* _EXERCISE INSTRUCTIONS_
Please restate the listing below in full, word for word.

* _EXERCISE DATA_
┌────────

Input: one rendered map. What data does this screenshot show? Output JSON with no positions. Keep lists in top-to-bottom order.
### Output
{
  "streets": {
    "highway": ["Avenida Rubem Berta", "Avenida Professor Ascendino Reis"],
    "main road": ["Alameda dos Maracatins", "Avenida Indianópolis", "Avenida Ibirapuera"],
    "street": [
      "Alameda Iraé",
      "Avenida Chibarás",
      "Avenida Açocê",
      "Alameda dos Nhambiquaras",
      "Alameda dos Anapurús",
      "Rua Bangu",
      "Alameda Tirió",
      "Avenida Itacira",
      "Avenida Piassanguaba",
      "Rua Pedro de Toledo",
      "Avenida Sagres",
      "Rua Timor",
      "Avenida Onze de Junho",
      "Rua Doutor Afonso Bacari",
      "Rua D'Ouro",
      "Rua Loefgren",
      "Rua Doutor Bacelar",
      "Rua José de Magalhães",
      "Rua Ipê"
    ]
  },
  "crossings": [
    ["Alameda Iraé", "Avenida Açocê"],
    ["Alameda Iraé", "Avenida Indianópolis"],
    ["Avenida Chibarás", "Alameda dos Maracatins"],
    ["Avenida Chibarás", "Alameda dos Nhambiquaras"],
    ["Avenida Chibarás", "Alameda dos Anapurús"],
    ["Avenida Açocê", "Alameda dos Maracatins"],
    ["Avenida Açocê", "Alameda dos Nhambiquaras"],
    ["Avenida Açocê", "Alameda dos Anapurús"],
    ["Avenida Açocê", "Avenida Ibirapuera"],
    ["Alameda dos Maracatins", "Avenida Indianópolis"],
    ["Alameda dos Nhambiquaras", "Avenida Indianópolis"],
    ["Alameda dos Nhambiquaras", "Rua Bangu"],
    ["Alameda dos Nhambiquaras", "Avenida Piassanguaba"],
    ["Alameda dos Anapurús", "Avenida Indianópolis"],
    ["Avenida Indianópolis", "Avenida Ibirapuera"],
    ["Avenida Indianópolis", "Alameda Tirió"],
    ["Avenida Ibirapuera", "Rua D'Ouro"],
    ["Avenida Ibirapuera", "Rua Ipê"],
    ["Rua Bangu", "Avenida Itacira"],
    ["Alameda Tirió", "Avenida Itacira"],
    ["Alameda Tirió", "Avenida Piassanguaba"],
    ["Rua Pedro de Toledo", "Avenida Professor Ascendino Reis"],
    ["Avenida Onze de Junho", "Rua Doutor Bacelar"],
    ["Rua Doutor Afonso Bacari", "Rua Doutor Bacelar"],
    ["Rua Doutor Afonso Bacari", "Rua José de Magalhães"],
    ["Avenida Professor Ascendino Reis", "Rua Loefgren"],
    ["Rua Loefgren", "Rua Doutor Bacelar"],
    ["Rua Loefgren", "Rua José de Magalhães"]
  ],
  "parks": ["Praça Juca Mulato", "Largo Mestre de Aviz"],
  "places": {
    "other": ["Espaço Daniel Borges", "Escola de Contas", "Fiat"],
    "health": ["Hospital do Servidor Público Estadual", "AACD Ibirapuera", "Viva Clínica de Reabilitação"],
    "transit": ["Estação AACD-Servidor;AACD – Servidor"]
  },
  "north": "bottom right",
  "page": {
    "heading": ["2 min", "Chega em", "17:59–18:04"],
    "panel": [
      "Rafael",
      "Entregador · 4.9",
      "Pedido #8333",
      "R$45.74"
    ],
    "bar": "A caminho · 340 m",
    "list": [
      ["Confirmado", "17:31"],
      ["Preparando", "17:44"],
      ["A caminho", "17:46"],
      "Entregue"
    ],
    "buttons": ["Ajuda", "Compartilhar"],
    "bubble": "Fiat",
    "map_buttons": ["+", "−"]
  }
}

└────────

* _SOLUTION_
Input: one rendered map. What data does this screenshot show? Output JSON with no positions. Keep lists in top-to-bottom order.
### Output
{
  "streets": {
    "highway": ["Avenida Rubem Berta", "Avenida Professor Ascendino Reis"],
    "main road": ["Alameda dos Maracatins", "Avenida Indianópolis", "Avenida Ibirapuera"],
    "street": [
      "Alameda Iraé",
      "Avenida Chibarás",
      "Avenida Açocê",
      "Alameda dos Nhambiquaras",
      "Alameda dos Anapurús",
      "Rua Bangu",
      "Alameda Tirió",
      "Avenida Itacira",
      "Avenida Piassanguaba",
      "Rua Pedro de Toledo",
      "Avenida Sagres",
      "Rua Timor",
      "Avenida Onze de Junho",
      "Rua Doutor Afonso Bacari",
      "Rua D'Ouro",
      "Rua Loefgren",
      "Rua Doutor Bacelar",
      "Rua José de Magalhães",
      "Rua Ipê"
    ]
  },
  "crossings": [
    ["Alameda Iraé", "Avenida Açocê"],
    ["Alameda Iraé", "Avenida Indianópolis"],
    ["Avenida Chibarás", "Alameda dos Maracatins"],
    ["Avenida Chibarás", "Alameda dos Nhambiquaras"],
    ["Avenida Chibarás", "Alameda dos Anapurús"],
    ["Avenida Açocê", "Alameda dos Maracatins"],
    ["Avenida Açocê", "Alameda dos Nhambiquaras"],
    ["Avenida Açocê", "Alameda dos Anapurús"],
    ["Avenida Açocê", "Avenida Ibirapuera"],
    ["Alameda dos Maracatins", "Avenida Indianópolis"],
    ["Alameda dos Nhambiquaras", "Avenida Indianópolis"],
    ["Alameda dos Nhambiquaras", "Rua Bangu"],
    ["Alameda dos Nhambiquaras", "Avenida Piassanguaba"],
    ["Alameda dos Anapurús", "Avenida Indianópolis"],
    ["Avenida Indianópolis", "Avenida Ibirapuera"],
    ["Avenida Indianópolis", "Alameda Tirió"],
    ["Avenida Ibirapuera", "Rua D'Ouro"],
    ["Avenida Ibirapuera", "Rua Ipê"],
    ["Rua Bangu", "Avenida Itacira"],
    ["Alameda Tirió", "Avenida Itacira"],
    ["Alameda Tirió", "Avenida Piassanguaba"],
    ["Rua Pedro de Toledo", "Avenida Professor Ascendino Reis"],
    ["Avenida Onze de Junho", "Rua Doutor Bacelar"],
    ["Rua Doutor Afonso Bacari", "Rua Doutor Bacelar"],
    ["Rua Doutor Afonso Bacari", "Rua José de Magalhães"],
    ["Avenida Professor Ascendino Reis", "Rua Loefgren"],
    ["Rua Loefgren", "Rua Doutor Bacelar"],
    ["Rua Loefgren", "Rua José de Magalhães"]
  ],
  "parks": ["Praça Juca Mulato", "Largo Mestre de Aviz"],
  "places": {
    "other": ["Espaço Daniel Borges", "Escola de Contas", "Fiat"],
    "health": ["Hospital do Servidor Público Estadual", "AACD Ibirapuera", "Viva Clínica de Reabilitação"],
    "transit": ["Estação AACD-Servidor;AACD – Servidor"]
  },
  "north": "bottom right",
  "page": {
    "heading": ["2 min", "Chega em", "17:59–18:04"],
    "panel": [
      "Rafael",
      "Entregador · 4.9",
      "Pedido #8333",
      "R$45.74"
    ],
    "bar": "A caminho · 340 m",
    "list": [
      ["Confirmado", "17:31"],
      ["Preparando", "17:44"],
      ["A caminho", "17:46"],
      "Entregue"
    ],
    "buttons": ["Ajuda", "Compartilhar"],
    "bubble": "Fiat",
    "map_buttons": ["+", "−"]
  }
}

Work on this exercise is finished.